John Ruskin takes on the capitalist system in his series of essays collected in “Unto This Last.” The work, which was highly criticized by his contemporaries, addresses the problems of capitalist theory — namely that it does not take into account the subtleties of human behavior and erroneously treats the human workforce as a machine — and advocates for a social economy wherein people are cooperative and charitable. Within each section, Ruskin builds his argument with a series of hypothetical situations and examples, demonstrating a train of logical thought to his reader, much like a teacher would. We can see one such instance of this technique in the following passage:

The next clearest and simplest example of the relation between master and operative is that which exists between the commander of a regiment and his men.

Supposing the officer only desires to apply the rules of discipline so as, with least trouble to himself, to make the regiment most effective, he will not be able, by any rules or administration of rules, on this selfish principle, to develop the full strength off his subordinates. If a man of sense and firmness, he may as in the former instance, produce a better result than would be obtained by the irregular kindness of a weak officer; but let the sense and firmness be the same in both cases, and assuredly the officer who has the most direct personal relations with this men, the most care for their interests, and the most value for their lives, will develop their effective strength, through their affection for his own person, and trust in his character, to a degree wholly unattainable by other means. This law applies still more stringently as the numbers concerned are larger: a charge may often be successful, though the men dislike their officers; a battle has rarely been won, unless they loved their general. [p. 172]

Ruskin has set out a clear situation, easy to understand, that the reader can apply irrespective of time and place. He will go on to show how this hypothetical example relates to the relationship of workers and merchants, and thus the economy as a whole. But he sometimes leaves this mode of teacher and becomes more of a preacher. He concludes “The Roots of Honor” with a more moralistic tone:

All which sounds very strange: the only real strangeness in the matter being, nevertheless, that it should so sound. For all this is true, and that not partially nor theoretically, but everlastingly and practically: all other doctrine than this respecting matters political being false in premises, absurd in deduction, and impossible in practice, consistently with any progressive state of national life; all the life which we now possess as a nation showing itself in the resolute denial and scorn, by a few strong minds and faithful hearts, of the economic principles taught to our multitudes, which principles, so far as accepted, lead straight to national destruction. Respecting the modes and forms of destruction to which they lead, and, on the other hand, respecting the father practical working of the true polity, I hope to reason farther in a following paper. [p. 179]

Ruskin has dispensed with his more neutral tone, and has instead taken up use of loaded words like “absurd” and “destruction,” and taken to insulting his countrymen by referring to them as “multitudes.” He seems to have changed his mind about the role he wants to play in these essays.

Questions

1. Which role would you say Ruskin best fits — the teacher or the preacher?

2. What kind of relationship does Ruskin establish with his reader? He often speaks for them, to provide interjections questioning his argument — for example, “’What!’ the reader perhaps answers amazedly: ‘pay good and bad workmen alike?’” (p. 173) — and addresses them directly — “Yet you pay with equal fee, contentedly, the good and bad workmen upon your soul,” (p. 173). What is the effect of voicing their side and addressing their doubts in this way?
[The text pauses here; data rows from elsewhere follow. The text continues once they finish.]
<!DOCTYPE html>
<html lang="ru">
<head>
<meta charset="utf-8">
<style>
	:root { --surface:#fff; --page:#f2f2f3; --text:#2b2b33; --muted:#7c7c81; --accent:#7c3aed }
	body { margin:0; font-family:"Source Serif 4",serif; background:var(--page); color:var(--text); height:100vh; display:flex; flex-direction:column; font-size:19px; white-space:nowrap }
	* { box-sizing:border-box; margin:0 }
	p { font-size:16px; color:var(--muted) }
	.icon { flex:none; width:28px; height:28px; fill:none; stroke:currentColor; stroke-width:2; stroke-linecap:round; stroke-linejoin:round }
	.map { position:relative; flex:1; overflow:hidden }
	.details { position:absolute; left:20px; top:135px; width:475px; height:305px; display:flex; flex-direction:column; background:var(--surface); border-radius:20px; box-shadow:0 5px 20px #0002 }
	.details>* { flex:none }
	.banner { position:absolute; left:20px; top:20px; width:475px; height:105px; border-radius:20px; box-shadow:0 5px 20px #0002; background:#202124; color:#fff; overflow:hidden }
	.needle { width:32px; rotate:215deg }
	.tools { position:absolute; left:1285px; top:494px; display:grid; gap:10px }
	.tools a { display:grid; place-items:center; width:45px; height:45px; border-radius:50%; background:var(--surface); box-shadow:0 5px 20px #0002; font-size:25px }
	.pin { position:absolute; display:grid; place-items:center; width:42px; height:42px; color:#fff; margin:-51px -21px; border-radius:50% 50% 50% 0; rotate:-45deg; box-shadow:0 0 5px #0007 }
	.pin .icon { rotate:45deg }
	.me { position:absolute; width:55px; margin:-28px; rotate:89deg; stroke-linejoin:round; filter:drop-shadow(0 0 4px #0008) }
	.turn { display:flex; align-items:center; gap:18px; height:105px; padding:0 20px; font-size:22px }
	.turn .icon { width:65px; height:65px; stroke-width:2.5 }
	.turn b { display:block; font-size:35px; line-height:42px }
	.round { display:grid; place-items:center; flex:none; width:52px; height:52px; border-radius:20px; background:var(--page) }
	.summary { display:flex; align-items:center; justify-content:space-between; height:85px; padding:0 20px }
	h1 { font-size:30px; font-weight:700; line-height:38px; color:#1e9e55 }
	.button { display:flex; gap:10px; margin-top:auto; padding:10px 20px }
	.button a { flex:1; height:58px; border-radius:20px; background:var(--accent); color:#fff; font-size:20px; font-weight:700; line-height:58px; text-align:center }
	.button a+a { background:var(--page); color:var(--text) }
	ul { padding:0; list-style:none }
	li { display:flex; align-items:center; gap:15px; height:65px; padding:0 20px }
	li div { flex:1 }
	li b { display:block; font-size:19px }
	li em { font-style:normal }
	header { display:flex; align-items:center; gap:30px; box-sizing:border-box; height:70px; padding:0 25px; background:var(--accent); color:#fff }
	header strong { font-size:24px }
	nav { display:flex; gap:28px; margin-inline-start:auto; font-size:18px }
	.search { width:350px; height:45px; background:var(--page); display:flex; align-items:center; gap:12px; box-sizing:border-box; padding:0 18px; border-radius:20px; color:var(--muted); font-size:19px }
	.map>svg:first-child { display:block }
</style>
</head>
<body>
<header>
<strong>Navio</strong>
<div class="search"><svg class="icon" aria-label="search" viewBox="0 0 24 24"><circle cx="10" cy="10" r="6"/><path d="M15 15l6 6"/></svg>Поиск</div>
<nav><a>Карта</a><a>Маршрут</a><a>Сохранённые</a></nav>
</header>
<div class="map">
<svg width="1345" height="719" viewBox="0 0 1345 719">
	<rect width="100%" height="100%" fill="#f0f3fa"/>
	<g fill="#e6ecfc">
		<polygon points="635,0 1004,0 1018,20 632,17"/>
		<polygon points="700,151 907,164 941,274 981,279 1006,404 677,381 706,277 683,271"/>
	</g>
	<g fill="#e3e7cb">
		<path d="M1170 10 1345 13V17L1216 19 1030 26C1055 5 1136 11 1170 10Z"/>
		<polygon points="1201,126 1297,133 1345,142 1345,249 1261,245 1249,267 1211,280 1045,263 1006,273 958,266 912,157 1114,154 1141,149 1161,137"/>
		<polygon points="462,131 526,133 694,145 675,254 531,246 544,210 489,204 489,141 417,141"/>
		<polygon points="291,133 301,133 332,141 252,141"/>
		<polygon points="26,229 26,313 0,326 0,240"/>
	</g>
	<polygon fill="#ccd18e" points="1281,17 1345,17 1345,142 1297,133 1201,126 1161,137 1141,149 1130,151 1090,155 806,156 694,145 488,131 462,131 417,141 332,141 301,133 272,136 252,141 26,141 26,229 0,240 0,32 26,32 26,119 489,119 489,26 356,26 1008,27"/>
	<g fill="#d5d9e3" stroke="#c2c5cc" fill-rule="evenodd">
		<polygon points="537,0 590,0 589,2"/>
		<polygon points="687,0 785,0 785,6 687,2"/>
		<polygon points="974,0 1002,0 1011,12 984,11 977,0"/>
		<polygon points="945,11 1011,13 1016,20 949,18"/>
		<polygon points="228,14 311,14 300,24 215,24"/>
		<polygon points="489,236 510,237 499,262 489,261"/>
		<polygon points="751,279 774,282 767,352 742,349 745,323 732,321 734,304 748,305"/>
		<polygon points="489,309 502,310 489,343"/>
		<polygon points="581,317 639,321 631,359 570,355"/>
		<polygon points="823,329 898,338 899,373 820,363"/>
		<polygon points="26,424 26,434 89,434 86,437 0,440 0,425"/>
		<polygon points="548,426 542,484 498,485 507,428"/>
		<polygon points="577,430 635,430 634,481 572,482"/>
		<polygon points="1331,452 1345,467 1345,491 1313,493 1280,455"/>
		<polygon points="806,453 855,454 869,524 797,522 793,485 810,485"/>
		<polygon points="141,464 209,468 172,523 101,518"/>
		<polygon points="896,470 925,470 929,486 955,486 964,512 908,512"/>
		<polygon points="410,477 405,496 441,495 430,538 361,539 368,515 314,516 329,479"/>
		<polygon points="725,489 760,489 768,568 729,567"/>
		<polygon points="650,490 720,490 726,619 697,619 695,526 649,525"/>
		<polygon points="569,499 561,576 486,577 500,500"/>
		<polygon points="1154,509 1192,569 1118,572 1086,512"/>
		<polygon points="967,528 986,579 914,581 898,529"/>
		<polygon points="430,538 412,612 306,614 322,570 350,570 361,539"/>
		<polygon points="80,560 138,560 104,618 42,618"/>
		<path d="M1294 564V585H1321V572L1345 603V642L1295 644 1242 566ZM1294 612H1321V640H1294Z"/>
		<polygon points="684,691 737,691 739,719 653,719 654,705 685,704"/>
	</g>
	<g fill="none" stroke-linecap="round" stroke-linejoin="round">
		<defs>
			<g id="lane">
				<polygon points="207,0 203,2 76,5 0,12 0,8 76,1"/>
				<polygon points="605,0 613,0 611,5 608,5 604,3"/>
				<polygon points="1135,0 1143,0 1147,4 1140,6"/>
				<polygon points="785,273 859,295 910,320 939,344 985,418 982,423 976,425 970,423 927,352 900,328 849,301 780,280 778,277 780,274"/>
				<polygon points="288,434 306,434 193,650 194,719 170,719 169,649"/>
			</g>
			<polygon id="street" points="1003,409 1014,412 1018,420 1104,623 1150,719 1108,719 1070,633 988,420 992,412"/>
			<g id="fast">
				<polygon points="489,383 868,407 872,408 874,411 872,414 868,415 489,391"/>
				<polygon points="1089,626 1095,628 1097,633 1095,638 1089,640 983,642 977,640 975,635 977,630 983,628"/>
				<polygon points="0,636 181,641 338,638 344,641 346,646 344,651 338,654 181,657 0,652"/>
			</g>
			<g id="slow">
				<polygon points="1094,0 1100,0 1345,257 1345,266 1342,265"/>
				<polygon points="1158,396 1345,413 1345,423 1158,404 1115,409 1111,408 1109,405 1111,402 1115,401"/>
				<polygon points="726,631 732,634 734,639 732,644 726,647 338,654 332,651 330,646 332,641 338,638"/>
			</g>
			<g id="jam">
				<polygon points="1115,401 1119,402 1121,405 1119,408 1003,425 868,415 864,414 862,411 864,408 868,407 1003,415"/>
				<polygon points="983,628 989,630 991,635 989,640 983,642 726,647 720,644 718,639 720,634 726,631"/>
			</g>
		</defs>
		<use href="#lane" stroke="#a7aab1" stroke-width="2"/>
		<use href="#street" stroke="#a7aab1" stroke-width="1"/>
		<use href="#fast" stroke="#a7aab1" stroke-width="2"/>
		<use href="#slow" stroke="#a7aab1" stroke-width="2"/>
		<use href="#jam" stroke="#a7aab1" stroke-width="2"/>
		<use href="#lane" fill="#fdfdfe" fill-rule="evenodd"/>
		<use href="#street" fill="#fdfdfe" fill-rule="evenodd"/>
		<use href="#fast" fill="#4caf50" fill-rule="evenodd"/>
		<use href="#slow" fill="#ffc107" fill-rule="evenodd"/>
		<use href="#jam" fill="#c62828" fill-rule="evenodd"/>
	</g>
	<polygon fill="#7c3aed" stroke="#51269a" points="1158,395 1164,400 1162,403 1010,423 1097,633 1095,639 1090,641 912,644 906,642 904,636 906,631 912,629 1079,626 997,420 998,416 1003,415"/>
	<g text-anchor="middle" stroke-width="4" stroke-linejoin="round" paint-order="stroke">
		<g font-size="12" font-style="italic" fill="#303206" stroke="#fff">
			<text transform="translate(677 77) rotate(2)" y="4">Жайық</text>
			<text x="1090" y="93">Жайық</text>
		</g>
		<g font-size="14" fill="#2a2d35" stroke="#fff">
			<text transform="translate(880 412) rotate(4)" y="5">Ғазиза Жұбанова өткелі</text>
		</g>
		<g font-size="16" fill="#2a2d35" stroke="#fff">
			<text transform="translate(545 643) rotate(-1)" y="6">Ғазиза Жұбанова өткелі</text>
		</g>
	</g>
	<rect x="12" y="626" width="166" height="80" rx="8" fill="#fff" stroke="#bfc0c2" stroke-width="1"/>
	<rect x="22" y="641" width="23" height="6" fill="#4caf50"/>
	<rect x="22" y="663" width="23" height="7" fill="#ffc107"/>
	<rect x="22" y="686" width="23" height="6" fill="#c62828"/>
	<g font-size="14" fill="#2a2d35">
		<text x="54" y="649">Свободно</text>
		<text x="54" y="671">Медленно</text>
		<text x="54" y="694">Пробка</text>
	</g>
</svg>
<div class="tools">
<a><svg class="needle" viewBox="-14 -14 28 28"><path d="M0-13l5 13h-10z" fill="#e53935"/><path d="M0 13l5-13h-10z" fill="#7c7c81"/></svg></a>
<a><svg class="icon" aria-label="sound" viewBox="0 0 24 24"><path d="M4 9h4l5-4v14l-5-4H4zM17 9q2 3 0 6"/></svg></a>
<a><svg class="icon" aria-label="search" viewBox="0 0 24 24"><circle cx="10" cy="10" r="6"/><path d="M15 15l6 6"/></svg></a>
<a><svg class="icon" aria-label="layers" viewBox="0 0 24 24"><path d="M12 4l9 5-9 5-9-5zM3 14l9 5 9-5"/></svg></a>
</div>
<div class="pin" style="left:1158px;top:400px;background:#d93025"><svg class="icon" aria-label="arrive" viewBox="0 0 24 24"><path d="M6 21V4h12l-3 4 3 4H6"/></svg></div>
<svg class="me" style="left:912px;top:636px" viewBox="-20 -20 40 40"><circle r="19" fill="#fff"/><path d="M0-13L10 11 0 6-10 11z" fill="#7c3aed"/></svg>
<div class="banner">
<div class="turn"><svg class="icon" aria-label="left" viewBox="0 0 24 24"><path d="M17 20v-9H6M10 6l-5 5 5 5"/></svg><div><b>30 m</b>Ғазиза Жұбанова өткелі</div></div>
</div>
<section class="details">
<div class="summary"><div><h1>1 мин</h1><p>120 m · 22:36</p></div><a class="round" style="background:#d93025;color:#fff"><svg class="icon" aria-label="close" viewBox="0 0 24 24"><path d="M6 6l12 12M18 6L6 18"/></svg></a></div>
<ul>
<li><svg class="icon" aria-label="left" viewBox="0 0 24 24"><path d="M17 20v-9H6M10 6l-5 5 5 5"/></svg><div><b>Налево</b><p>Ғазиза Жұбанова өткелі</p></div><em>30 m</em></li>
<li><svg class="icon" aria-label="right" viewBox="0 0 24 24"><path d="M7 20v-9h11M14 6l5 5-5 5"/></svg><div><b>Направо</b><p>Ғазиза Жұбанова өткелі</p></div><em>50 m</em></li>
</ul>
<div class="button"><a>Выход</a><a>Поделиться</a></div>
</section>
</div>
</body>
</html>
3. Ruskin builds his argument with hypothetical situations. This differs from the other authors we have read, including Johnson (who used generalizations), Montaigne (who used references), and Carlyle (who used specific, context-dependent examples). Whose technique have you found most effective? Why?

4. What can we say about Ruskin’s credibility in commenting on this subject? He was not trained as an economist, and most of his expertise lies in art. He tries to establish his neutrality (“Observe, I neither impugn nor doubt the conclusion of the science if its terms are accepted.” [p. 168]), but is that enough? Where is his authority?